Зато тебе было бы интересно на ежегодном празднике «надом», на который мы попали. На самом деле это большие состязания в скачках, стрельбе из монгольского лука и борьбе. В скачках участвуют даже дети начиная с пяти лет. Ты бы, конечно, тоже не удержался – помнишь, как ты возился с лошадьми на конюшне у Ромася? А тут, представляешь, мчится целая лавина наездников – не меньше тысячи!

Потом состязания в стрельбе из луков. Вместо мишеней – поставленные стоймя кожаные или войлочные узкие мешки. Стреляют даже женщины. Победителям присваивается почетное звание «Мэргэн» – меткий стрелок.

И конечно – борьба. Но о борьбе тебе подробно и со знанием дела расскажет завтра отец. Сегодня его позвали к больному.

24 ноября

Не знаю, чего это мама вспомнила про нардом – это ведь было в начале осени, еще по пути в карантин. Ну что тебе рассказать о борьбе, Николка? У здешней национальной борьбы интересные правила: в состязаниях должно быть или 512, или 1024 участника – ни больше ни меньше. Откуда взялась такая цифра – не знаю, но традицию строго выполняют. Я даже подумываю, не восходит ли это к временам Чингисхана: может быть, это численность какого-нибудь монгольского тумена – полка?

Разница в росте и весе борцов не имеет значения. Не ограничено и время борьбы. Форма, на наш взгляд, странная: сапоги до колен, на босу ногу, а потом ничего, кроме широкого пояса, который завязан так, что выполняет и роль плавок. Спина прикрыта какой-то короткой курткой с длинными рукавами, а грудь открыта.

Отдельные приемы, признаюсь тебе, не разобрал – слишком много народа и пылища стояла тучей. Про игравшим считается по правилам тот, кто коснется земли рукой или хотя бы коленом. Судят аксакалы – почтенные старики. В честь победителей громко поют восхваления и прославления, которые сочиняются тут же.

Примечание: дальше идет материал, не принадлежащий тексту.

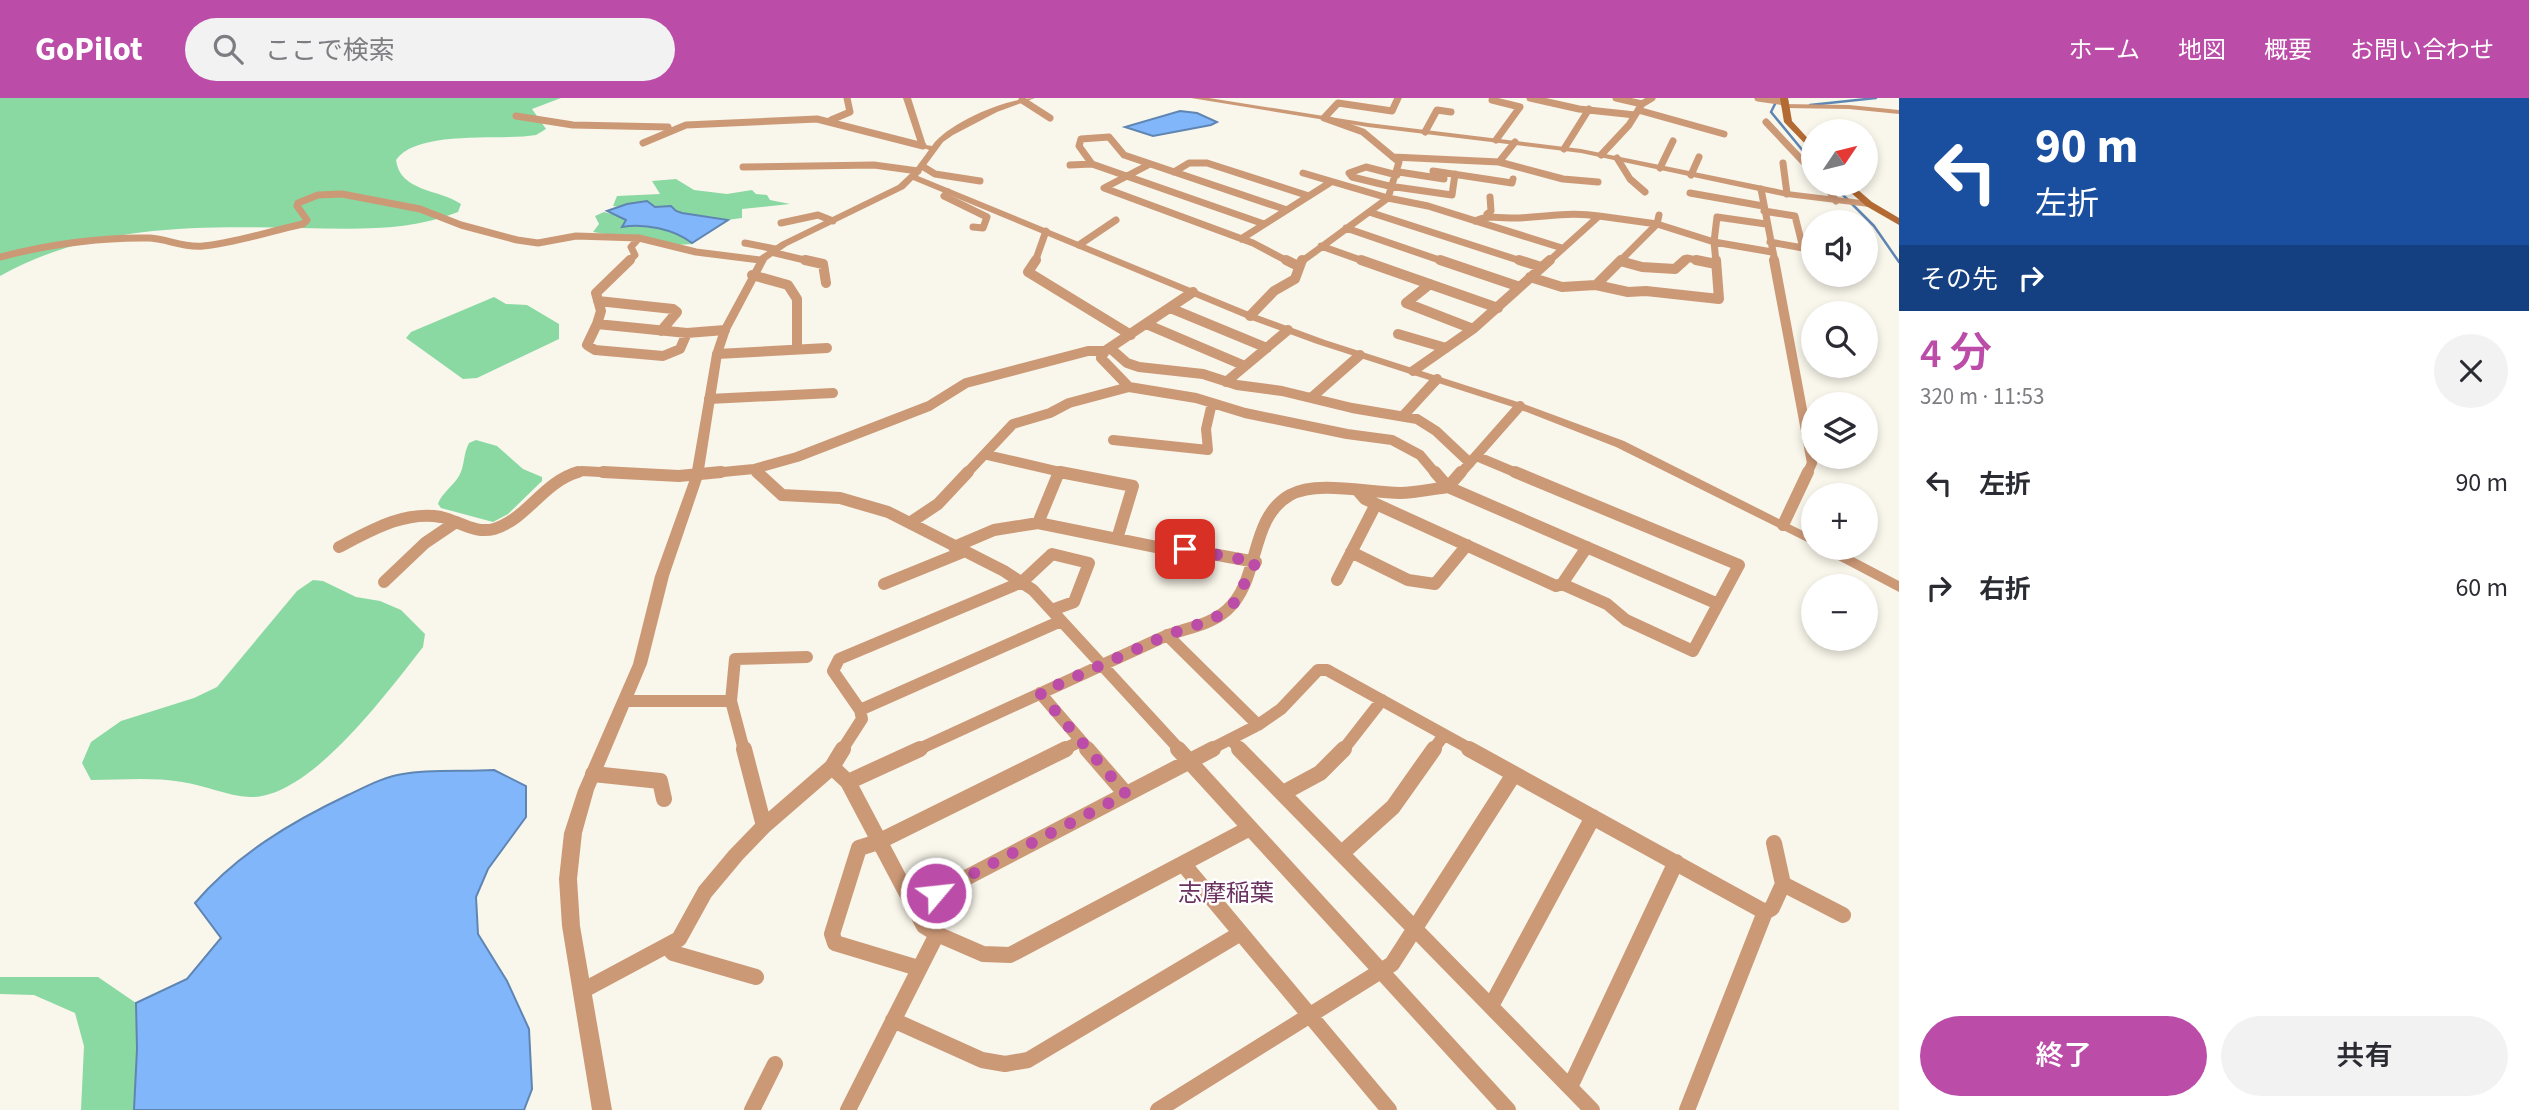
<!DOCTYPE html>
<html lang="ja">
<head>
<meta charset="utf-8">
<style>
	:root { --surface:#fff; --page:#f2f2f3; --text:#2b2b33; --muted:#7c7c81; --accent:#bb4ca8 }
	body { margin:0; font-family:"Source Sans 3","Noto Sans JP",sans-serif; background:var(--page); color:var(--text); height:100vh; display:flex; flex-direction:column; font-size:26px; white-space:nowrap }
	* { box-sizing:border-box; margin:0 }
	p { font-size:23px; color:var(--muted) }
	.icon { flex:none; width:38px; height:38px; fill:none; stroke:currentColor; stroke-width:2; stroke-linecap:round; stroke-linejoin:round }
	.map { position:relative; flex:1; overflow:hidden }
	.drawer { display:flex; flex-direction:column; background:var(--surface); width:630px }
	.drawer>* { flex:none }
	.top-card { background:#1a4fa0; color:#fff; overflow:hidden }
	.needle { width:46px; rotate:55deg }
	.buttons { position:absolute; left:1801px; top:21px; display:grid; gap:14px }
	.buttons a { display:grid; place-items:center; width:77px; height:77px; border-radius:50%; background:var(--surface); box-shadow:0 4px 10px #0003; font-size:35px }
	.pin { position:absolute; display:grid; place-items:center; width:60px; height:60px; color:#fff; margin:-30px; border-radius:14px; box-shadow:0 4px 10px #0006 }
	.me { position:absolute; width:77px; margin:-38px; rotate:62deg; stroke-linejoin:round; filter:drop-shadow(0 0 5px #0008) }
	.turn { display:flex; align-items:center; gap:24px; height:147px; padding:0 21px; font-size:32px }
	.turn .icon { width:91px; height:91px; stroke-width:2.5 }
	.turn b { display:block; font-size:49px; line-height:60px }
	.then { display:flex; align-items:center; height:66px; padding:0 21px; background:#0003; gap:14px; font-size:26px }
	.round { display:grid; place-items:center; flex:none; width:74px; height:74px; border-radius:37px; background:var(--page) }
	.headline { display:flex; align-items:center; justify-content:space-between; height:119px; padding:0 21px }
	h1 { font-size:42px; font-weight:600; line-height:52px; color:var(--accent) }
	.button { display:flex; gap:14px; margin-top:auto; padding:14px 21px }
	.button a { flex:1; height:80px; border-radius:42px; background:var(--accent); color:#fff; font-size:28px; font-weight:600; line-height:80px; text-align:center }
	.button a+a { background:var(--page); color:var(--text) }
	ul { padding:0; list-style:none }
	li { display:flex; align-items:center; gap:21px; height:105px; padding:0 21px }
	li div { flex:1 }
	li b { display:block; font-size:26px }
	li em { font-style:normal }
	header { display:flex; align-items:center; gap:42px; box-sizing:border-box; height:98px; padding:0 35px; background:var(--accent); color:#fff }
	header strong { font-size:33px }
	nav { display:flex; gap:38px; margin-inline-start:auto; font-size:24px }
	.search { width:490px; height:63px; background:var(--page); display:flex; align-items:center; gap:18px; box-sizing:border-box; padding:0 24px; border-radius:38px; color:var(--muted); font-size:26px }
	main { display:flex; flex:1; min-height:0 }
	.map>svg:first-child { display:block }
</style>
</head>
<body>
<header>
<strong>GoPilot</strong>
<div class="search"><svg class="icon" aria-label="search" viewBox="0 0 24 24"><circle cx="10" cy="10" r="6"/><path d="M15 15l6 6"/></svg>ここで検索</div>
<nav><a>ホーム</a><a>地図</a><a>概要</a><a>お問い合わせ</a></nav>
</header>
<main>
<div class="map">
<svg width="1899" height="1012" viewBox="0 0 1899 1012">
	<rect width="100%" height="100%" fill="#f9f6eb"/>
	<path fill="#8ad9a2" d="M0,0H561L532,11L546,31L536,37C501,43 417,31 396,62C400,94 439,91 461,106L458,114C408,134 353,131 300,130C199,128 92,126 0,178Z
		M676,81L694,92L727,96L752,92L756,96L767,97L770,102L790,106L742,111V120L719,123L613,108L617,98L660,96L652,83Z
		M604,114L653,127L693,142V146L675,147L593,134L599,126L595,118Z
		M494,199L506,206L527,207L559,226V241L477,280L463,281L406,240L411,234Z
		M476,342L497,348L523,371L542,379V383L508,416L493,424L441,410L438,406C441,396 453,388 459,378C465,367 463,356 469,345Z
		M313,482L323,483L356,499L380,503L401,512L425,536L423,549C389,592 310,701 250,699C227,698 204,687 182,684C151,679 122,682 91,682L82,665L91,644L121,623L194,600L217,589L297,493Z
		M0,879H98L136,905L137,951L134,1012H81L84,948L75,915L34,897L0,896Z"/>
	<path fill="#81b7fa" stroke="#5f85b3" stroke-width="2" d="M1180,13L1197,15L1217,24L1211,27L1153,38L1125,29Z
		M647,103L655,109L671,108L676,113L682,115L728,122L692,145C674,131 644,125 622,129L626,122L607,113L627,106Z
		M494,672L526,688V719L488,771L476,799L478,836L507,883L529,931L532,991L524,1012H134L137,951L136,905L187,881L221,840L195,805C236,757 291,724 348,697C365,689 383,679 403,676C432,671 465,674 494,672Z"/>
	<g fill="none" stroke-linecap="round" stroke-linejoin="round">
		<path stroke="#5f85b3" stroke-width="2.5" d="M1775,6L1771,14L1813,65
			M1810,7L1876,0
			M1832,86L1874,128L1899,164"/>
		<path stroke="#c97" stroke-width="7" d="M1530,0L1579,11L1635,17
			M1616,0L1642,6
			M1758,0L1785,4
			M1022,2L1050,20
			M1492,2L1520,9L1496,42
			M1638,12L1724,36
			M516,18L573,27L668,29
			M831,22L850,14L847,0
			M1766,24L1813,74
			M1425,34L1437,12L1451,14
			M643,45L686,27L817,21L923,48
			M1564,51L1589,11
			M1601,57L1629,27L1642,6L1652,0
			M1393,59L1499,64L1515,44
			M1617,60L1630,81L1645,94
			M1499,64L1563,81L1598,84
			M1783,65L1787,96
			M1150,66L1104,90L1253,145L1289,164
			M1070,67L1092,66
			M922,68L935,76L980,83
			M743,69L874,67L918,73
			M1660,70L1673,43
			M1433,73L1512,85L1513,81
			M1174,74L1189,65H1207L1309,98
			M1399,74L1444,81
			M1303,75L1388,100L1428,108L1562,150
			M1397,77L1366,69L1349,75L1352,79L1389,88L1452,97L1455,76
			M1691,77L1699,59
			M1825,86L1836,103
			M1761,91L1775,164
			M948,94L944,98L987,119L983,130L973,129
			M1690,95L1763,108
			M1388,100L1399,64L1363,34L1324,20L1338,5L1392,13L1398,0
			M1764,113L1795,118L1803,150L1770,144
			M1369,114L1524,164
			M1487,116L1491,113L1490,99
			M1599,118L1657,126L1714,144L1772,154
			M1475,123C1490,116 1504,121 1520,120C1546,118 1572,114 1599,118L1548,164
			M781,125L818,117L833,123
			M1264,126L1092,66L1079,48L1081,41L1109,39L1124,57L1287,112
			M1346,130L1445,164
			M1241,141L1331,84
			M745,145L775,151
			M1079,147L1116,122
			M1321,148L1366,164
			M771,154L813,164
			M0,159C50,146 98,139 150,140C168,141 183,150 203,148C236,145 270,133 303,126L307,122L297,108L298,105L318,97L342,96L420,111L461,127L517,142L538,145L576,138L639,140L696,154L760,162
			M628,164L635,157L631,149L639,140
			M1035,164L1046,133
			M1301,164L1388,100
			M1619,164L1657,126L1659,117
			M1683,164L1687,160L1705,164
			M1716,164L1714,144L1717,119L1766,126"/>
		<path stroke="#c97" stroke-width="10" d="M630,162L596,195L601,213L597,226L687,235L725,232
			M805,162L823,166L826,185
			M1036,162L1028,174L1131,237
			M1286,162L1298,168
			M1361,162L1498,210
			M1440,162L1520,189
			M1519,162L1541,169
			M1696,162L1716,166
			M1774,162L1812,365L1807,376
			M1620,163L1642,169L1675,171L1685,162
			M752,177L788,187L797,201V252
			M1530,179L1562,189L1596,187L1628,194L1646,193L1719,201L1716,162
			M1430,186L1406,205L1473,231
			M1596,187L1621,162
			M598,203L673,211L677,214L661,233
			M1170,210L1267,250
			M1250,218L1274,193L1295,181L1302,162
			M597,226L587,247L595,252L663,258L680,251L687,235
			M1146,226L1245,268
			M1398,236L1446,250
			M1110,250L1127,265L1139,269L1203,276L1237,287L1282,293L1352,310L1417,321L1436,333L1470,365
			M1105,253L1101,260L1129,289
			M717,256L827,250
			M1413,273L1473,231L1550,162
			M1226,284L1288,232
			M1311,300L1360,257
			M709,301L833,295
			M1403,318L1437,281
			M1113,342L1208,352L1206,331L1212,305
			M987,357L1069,376
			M1476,358L1519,376
			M754,371L759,376
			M572,376L582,373L637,376
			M702,376L754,371L797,359L929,308L966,285L1088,253H1105L1193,194
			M966,376L1013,326L1050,315L1069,305L1129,289L1196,300L1245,315L1347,336L1392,342L1420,357L1436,376
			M1460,376L1520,308"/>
		<path stroke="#c97" stroke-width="12" d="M603,374L679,378L721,374
			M757,374L782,397L840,400L888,414L1004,473L1033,492L1180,652
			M1060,374L1133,388L1117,441
			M1435,374L1448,389L1718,506
			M1515,374L1739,467L1693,553L1626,522L1607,506L1562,486
			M1358,393L1365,401L1556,488L1562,486L1587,449
			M911,424L938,406L968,374
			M1038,425L1059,374
			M1783,427L1808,374
			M339,449C370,433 405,412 441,419C459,423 475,436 494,431C527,421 543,384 578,374
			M954,449L994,432L1038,425L1171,452L1185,451L1256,464
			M1351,454L1408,482L1435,486L1467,447
			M1337,482L1376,406
			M384,484L425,445L456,424
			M884,486L963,454
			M1167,537L1258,627
			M1040,595L1089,652
			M624,603H731
			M860,612L1061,523
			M1231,642L1241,652
			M744,652L731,603L735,561L807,559
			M842,652L862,621L860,612L833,573L839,561L1022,484L1052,456L1089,465L1074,504L1052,512
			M917,652C997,615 1078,578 1159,541C1181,530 1208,529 1227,512C1261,482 1248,421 1290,397C1318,382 1368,395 1400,395C1416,395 1432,391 1448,389L1461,374
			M1062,652L1081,643
			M1209,652L1258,627L1281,611L1318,572H1327L1472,652
			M1343,652L1382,602
			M1433,652L1444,637"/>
		<path stroke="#c97" stroke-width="16" d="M744,651L764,728
			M1087,651L1126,696
			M1178,651L1508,1012
			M1239,651L1592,1012
			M1469,651L1765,814L1687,1012
			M832,669L848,684L924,828L937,836L848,1012
			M593,676L660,683L664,701
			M848,684L920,651
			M1283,695L1320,675L1344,651
			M1774,745L1783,786
			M1342,755L1393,709L1434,651
			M1184,767L1389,1012
			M912,808L1213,651
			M1765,814L1772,810L1783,786L1843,817
			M937,836L983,856L1010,857L1250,730
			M667,848L673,855L756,879
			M918,870L835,845L832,836L859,750L878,744L1066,651
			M582,893L679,841L705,794L736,757L764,728L832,669L843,651
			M1491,908L1593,719
			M893,922L982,962L1005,966L1028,962L1241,835
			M1570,989L1676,764
			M752,1012L775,966
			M1158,1012L1392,866L1514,676"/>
		<path fill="#c97" fill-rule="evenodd" d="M903,0H911L926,47L932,48C948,25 1007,0 1035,0L997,14L953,37L943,44L918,78L1254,216L1325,242L1524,306L1624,343L1813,438V447L1616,349L1516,310L1317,246L1246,220L913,82L904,91L787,148L767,162L730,232L722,256L703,378L669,478L647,566L594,692L582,735L577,781L580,828L612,1012H592L562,828L559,781L564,735L578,692L633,566L655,478L691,378L712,256L720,232L760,158L781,144L898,87L915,71L929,52L919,48Z
			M1191,0H1209L1368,25L1581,51L1787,93L1869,103L1873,106L1869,109L1787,99L1581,55L1368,29Z
			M1782,6L1849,7L1899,12V16L1849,11L1785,10L1781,8Z
			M1819,450H1836L1899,483V494L1821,453Z"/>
		<path fill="#b46a33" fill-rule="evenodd" d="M1780,0H1788L1792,23L1813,46V54L1784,24Z
			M1841,86H1851L1872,104L1899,120V127L1866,108Z"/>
	</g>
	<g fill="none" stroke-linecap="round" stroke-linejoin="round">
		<path stroke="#bb4ca8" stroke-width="12" stroke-dasharray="0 21.6" d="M936,795L1126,696L1040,595L1167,537L1214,521L1234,505L1256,464L1185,451"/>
	</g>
	<g text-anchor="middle" stroke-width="5" stroke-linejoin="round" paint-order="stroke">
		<g font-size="24" fill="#6a325f" stroke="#fff">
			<text x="1226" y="803">志摩稲葉</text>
		</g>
	</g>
</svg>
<div class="buttons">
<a><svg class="needle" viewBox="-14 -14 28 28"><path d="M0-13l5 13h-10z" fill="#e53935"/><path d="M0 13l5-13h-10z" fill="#7c7c81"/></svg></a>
<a><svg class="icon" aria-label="sound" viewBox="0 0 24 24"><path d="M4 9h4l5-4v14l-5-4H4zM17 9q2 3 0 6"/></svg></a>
<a><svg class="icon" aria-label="search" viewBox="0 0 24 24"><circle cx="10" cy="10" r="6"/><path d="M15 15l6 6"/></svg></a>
<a><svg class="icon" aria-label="layers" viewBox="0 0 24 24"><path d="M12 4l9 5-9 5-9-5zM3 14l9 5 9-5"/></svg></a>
<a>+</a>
<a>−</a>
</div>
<div class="pin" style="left:1185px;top:451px;background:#d93025"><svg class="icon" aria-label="arrive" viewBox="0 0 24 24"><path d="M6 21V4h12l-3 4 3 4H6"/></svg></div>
<svg class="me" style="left:936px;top:795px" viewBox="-20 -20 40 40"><circle r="17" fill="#bb4ca8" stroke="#fff" stroke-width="3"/><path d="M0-11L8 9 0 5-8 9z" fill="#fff"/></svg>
</div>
<section class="drawer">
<div class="top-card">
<div class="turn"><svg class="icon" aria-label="left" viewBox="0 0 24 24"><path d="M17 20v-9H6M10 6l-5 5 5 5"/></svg><div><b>90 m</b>左折</div></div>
<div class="then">その先<svg class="icon" aria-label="right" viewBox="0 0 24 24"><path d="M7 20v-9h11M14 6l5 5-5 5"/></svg></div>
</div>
<div class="headline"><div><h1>4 分</h1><p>320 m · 11:53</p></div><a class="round"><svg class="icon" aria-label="close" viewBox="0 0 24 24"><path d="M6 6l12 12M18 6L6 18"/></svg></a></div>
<ul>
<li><svg class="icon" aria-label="left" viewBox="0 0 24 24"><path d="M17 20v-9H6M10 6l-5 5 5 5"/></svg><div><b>左折</b></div><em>90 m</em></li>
<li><svg class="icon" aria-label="right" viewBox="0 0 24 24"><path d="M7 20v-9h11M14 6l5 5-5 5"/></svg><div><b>右折</b></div><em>60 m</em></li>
</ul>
<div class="button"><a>終了</a><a>共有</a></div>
</section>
</main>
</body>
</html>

Как ты там, Николка? Не балуешься без нас? Как учишься? Смотри, не посрами честь фамилии Мурашовых.

1 декабря

Мы все ближе и ближе к дому. Предстоит только еще один бросок в степной аймак – кочевье километрах в ста пятидесяти от Улан-Батора, где стоит сейчас наш санитарный поезд. Впрочем, расстояния здесь меряют не километрами, а уртонами. Уртон – это расстояние, которое пробежит лошадь от колодца до колодца. А это может быть и пятнадцать, и шестьдесят верст. Правда, говорят, что дорога небезопасна: от границы прорвались отряды так называемых «воинов желтой религии»– баргутов. Их поддерживают ламы, которые многое потеряли с приходом революционной власти. Но что поделаешь – ехать надо: там, в этом кочевье, из-за плохой питьевой воды разыгралась дизентерия.

3 декабря

Продолжаю мамины записи, Николка. Приехали в кочевье, поставили чуть в стороне нашу санитарную палатку. Днем обходим больных, раздаем лекарства, учим очищать и дезинфицировать воду.

Вечерами к нам приезжает здешний староста: неторопливо беседует на ломаном русском, пьет чай, курит свою коротенькую трубочку.

Но вчера вечером он приехал встревоженный и сказал, что русским врачам надо немедленно уезжать.

– Плохо, будет очень плохо, – твердил он. – Уезжайте сейчас же, завтра уже поздно.

Оказывается, отряды баргутов уже где-то в двух уртонах отсюда. Говорят, среди них есть русские из разгромленных несколько лет назад банд барона Унгерна. Местные крестьяне – араты – тоже уходят в горы, забирают больных, скот, юрты.

– Дорога на Улан-Батор пока свободна, может, успеете прорваться, – заключает свой рассказ староста.

Все же мы решаем дождаться утра и чуть свет тронуться в путь.

* * *

Это последнее, что было написано рукой доктора. Ниже незнакомым прыгающим почерком была сделана приписка:

«Баргуты настигли две наших машины уже через несколько верст. Они открыли огонь. Мы пытались уйти по бездорожью, выжимая все, что можно, из наших моторов. Всадники неслись нам наперерез. Мы уже отрывались от них, но в задней, открытой, машине был, видимо, ранен или убит шофер. Там были еще доктор Мурашов, его жена и санитарка Шамшиева. Они, наверное, тоже были убиты или ранены, потому что, когда машина загорелась, никто не пытался выбраться оттуда. Они все остались там, в пылающей машине. Эту тетрадь перед отъездом доктор положил в ящик с медикаментами, который был в нашей „санитарке“. У нас тоже ранило шофера – это его кровь на листах»…

* * *

Я снова и снова перечитывал эти несколько страничек и в моей голове не укладывались веселое описание народного праздника и эта ужасная приписка. Безумная мысль мелькнула у меня в голове: «Может быть, в этой приписке неправда – ведь ее писали не мама и не доктор…»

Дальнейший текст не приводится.